Dietary intake categorised by skin carotenoid levels is presented in Table 2. Participants with high skin carotenoid levels had higher consumption of vegetable dishes, less frequent consumption of noodles, and greater intake of meats, fish and shellfish, eggs, soybeans and soybean products, green and yellow vegetables, light-coloured vegetables, fruits, and milk and dairy products.
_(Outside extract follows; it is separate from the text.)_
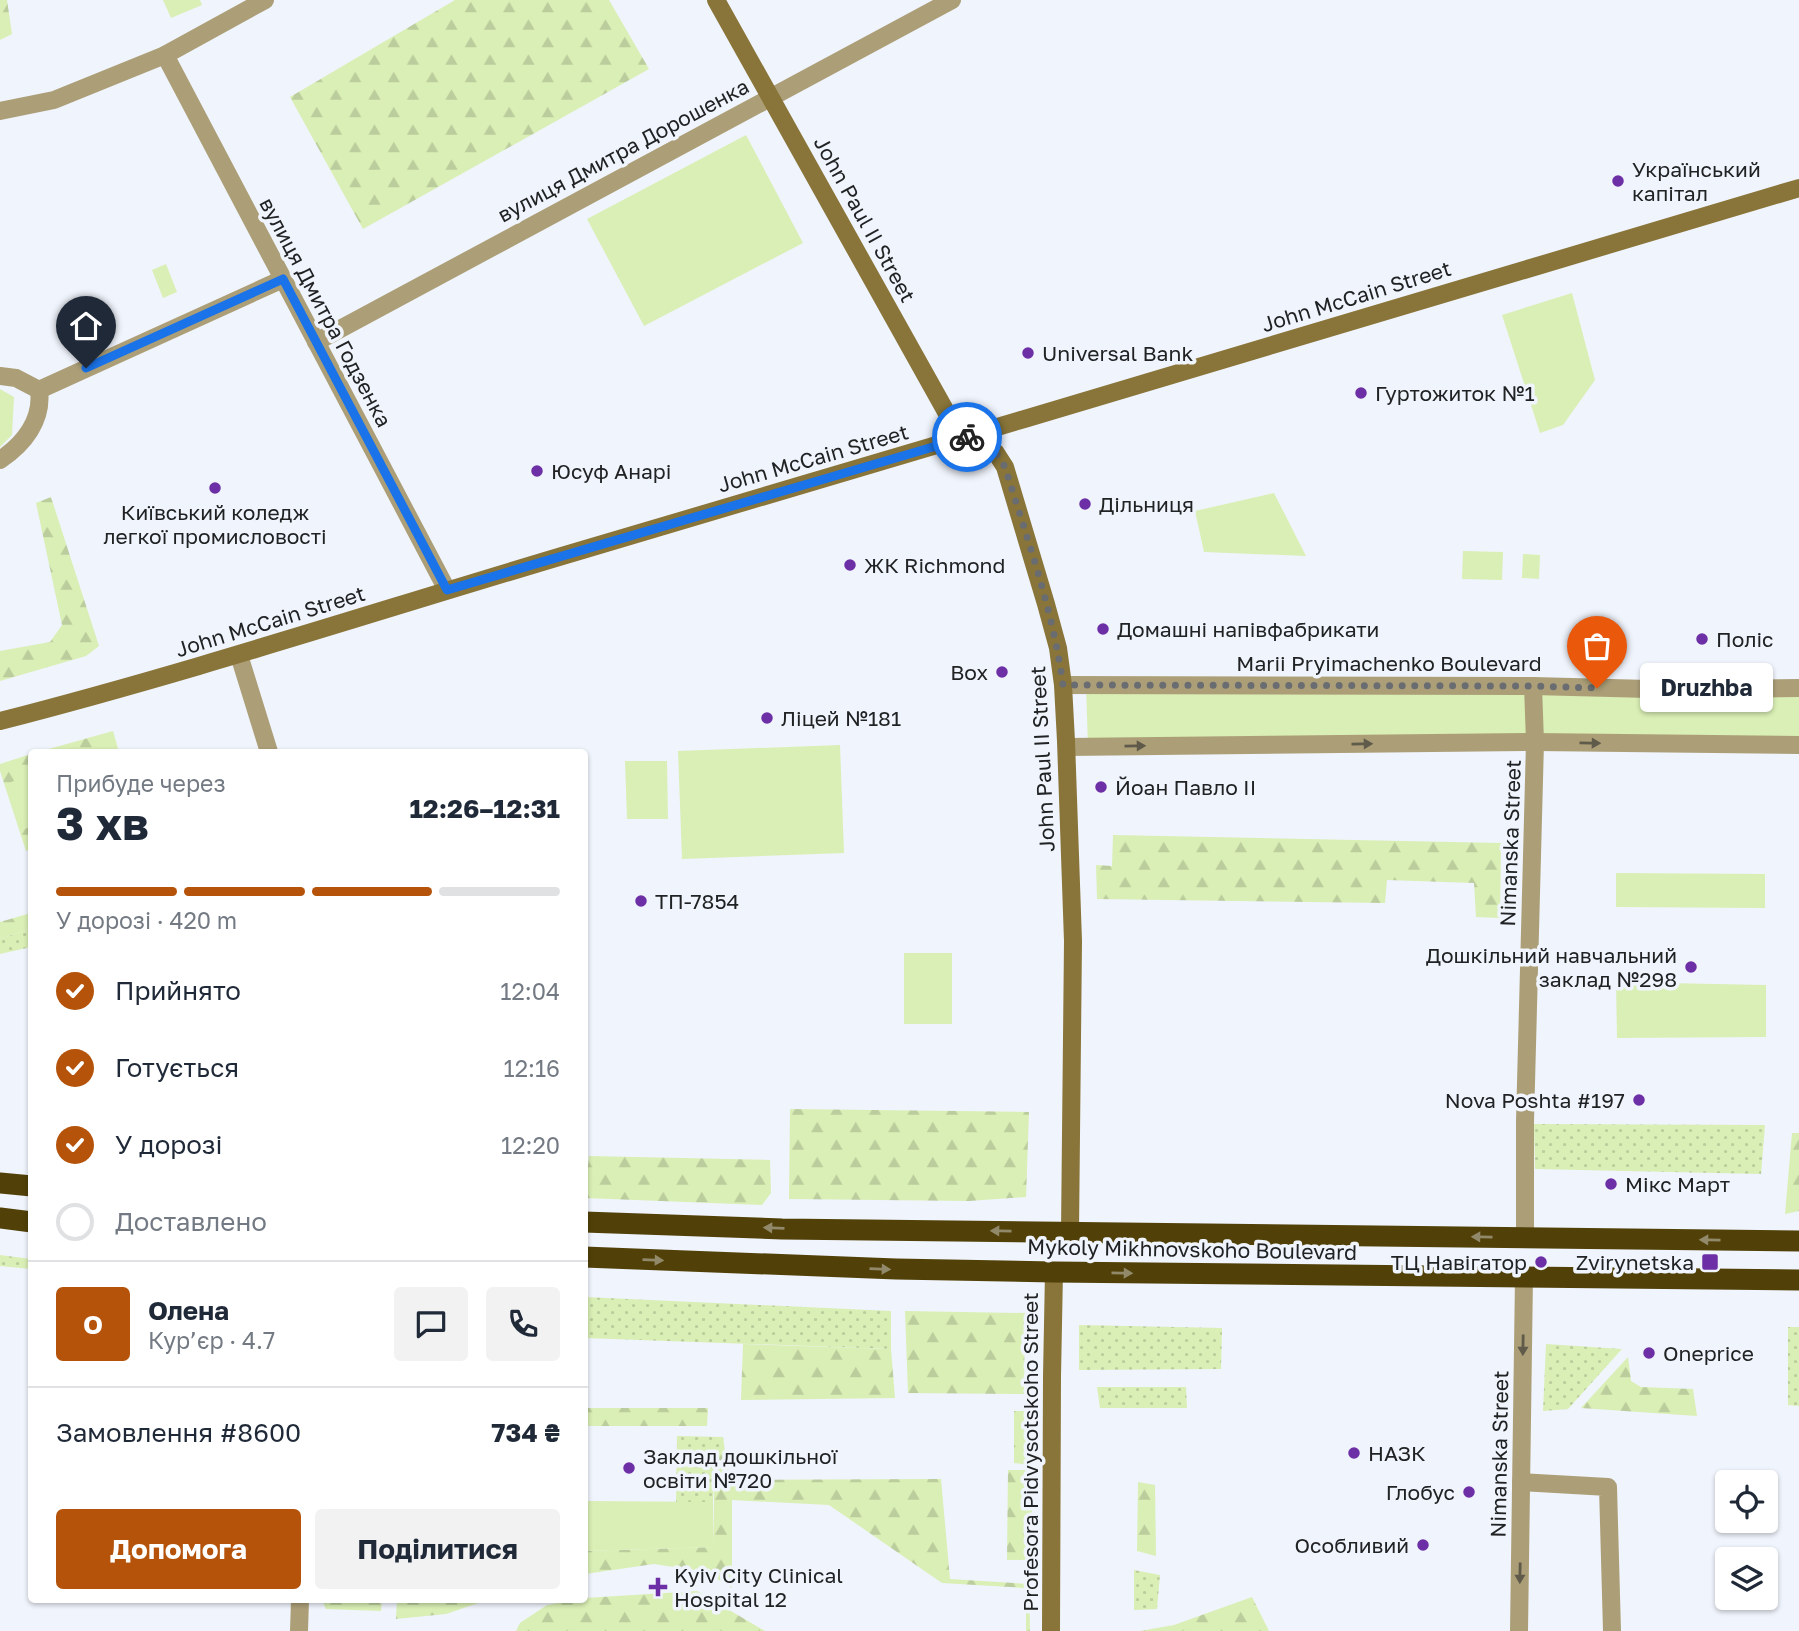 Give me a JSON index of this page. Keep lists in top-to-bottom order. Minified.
{"streets":{"highway":["Mykoly Mikhnovskoho Boulevard"],"street":["вулиця Дмитра Дорошенка","John Paul II Street","John McCain Street","вулиця Дмитра Годзенка","Marii Pryimachenko Boulevard","Nimanska Street","Profesora Pidvysotskoho Street"]},"crossings":[["вулиця Дмитра Дорошенка","John Paul II Street"],["вулиця Дмитра Дорошенка","вулиця Дмитра Годзенка"],["John Paul II Street","John McCain Street"],["John Paul II Street","Marii Pryimachenko Boulevard"],["John Paul II Street","Mykoly Mikhnovskoho Boulevard"],["John McCain Street","вулиця Дмитра Годзенка"],["Marii Pryimachenko Boulevard","Nimanska Street"],["Nimanska Street","Mykoly Mikhnovskoho Boulevard"],["Mykoly Mikhnovskoho Boulevard","Profesora Pidvysotskoho Street"]],"one_way":["Nimanska Street"],"places":{"other":["Український капітал","Universal Bank","Гуртожиток №1","Юсуф Анарі","Київський коледж легкої промисловості","Дільниця","ЖК Richmond","Домашні напівфабрикати","Поліс","Box","Druzhba","Ліцей №181","Йоан Павло II","ТП-7854","Дошкільний навчальний заклад №298","Nova Poshta #197","Мікс Март","ТЦ Навігатор","Oneprice","НАЗК","Заклад дошкільної освіти №720","Глобус","Особливий"],"transit":["Zvirynetska"],"health":["Kyiv City Clinical Hospital 12"]},"page":{"bubble":"Druzhba","heading":["3 хв","Прибуде через","12:26–12:31"],"panel":["Олена","Кур’єр · 4.7","Замовлення #8600","734 ₴"],"bar":"У дорозі · 420 m","list":[["Прийнято","12:04"],["Готується","12:16"],["У дорозі","12:20"],"Доставлено"],"round":"О","buttons":["Допомога","Поділитися"]}}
The results of the multivariate logistic regression analysis, indicating the odds ratios (ORs) for low and high skin carotenoid levels in association with the demographic factors, body size, and the number of vegetable dishes consumed, are presented in Table 3. The ORs for low skin carotenoid levels were higher in males than in females [OR: 2.82, 95% confidence interval (CI): 1.67–4.77], overweight individuals compared to normal weight individuals (OR: 5.02, 95% CI: 2.51–10.06), and those consuming less than two vegetable dishes per day compared to those consuming two dishes (almost never = OR: 2.78, 95% CI: 1.02–7.59; OR: 2.49, one vegetable dish per day = 95% CI: 1.39–4.47). The ORs were lower in those aged 30–39 years and ≥70 years compared with those aged 50–59 years (30–39 years old = OR: 0.36, 95% CI: 0.16–0.83; ≥70 years old = OR: 0.15, 95% CI: 0.04–0.58). Elevated ORs for high skin carotenoid levels were observed among participants aged ≥70 years, residing in Yamanashi, and consuming ≥5 vegetable dishes/day compared with the reference group.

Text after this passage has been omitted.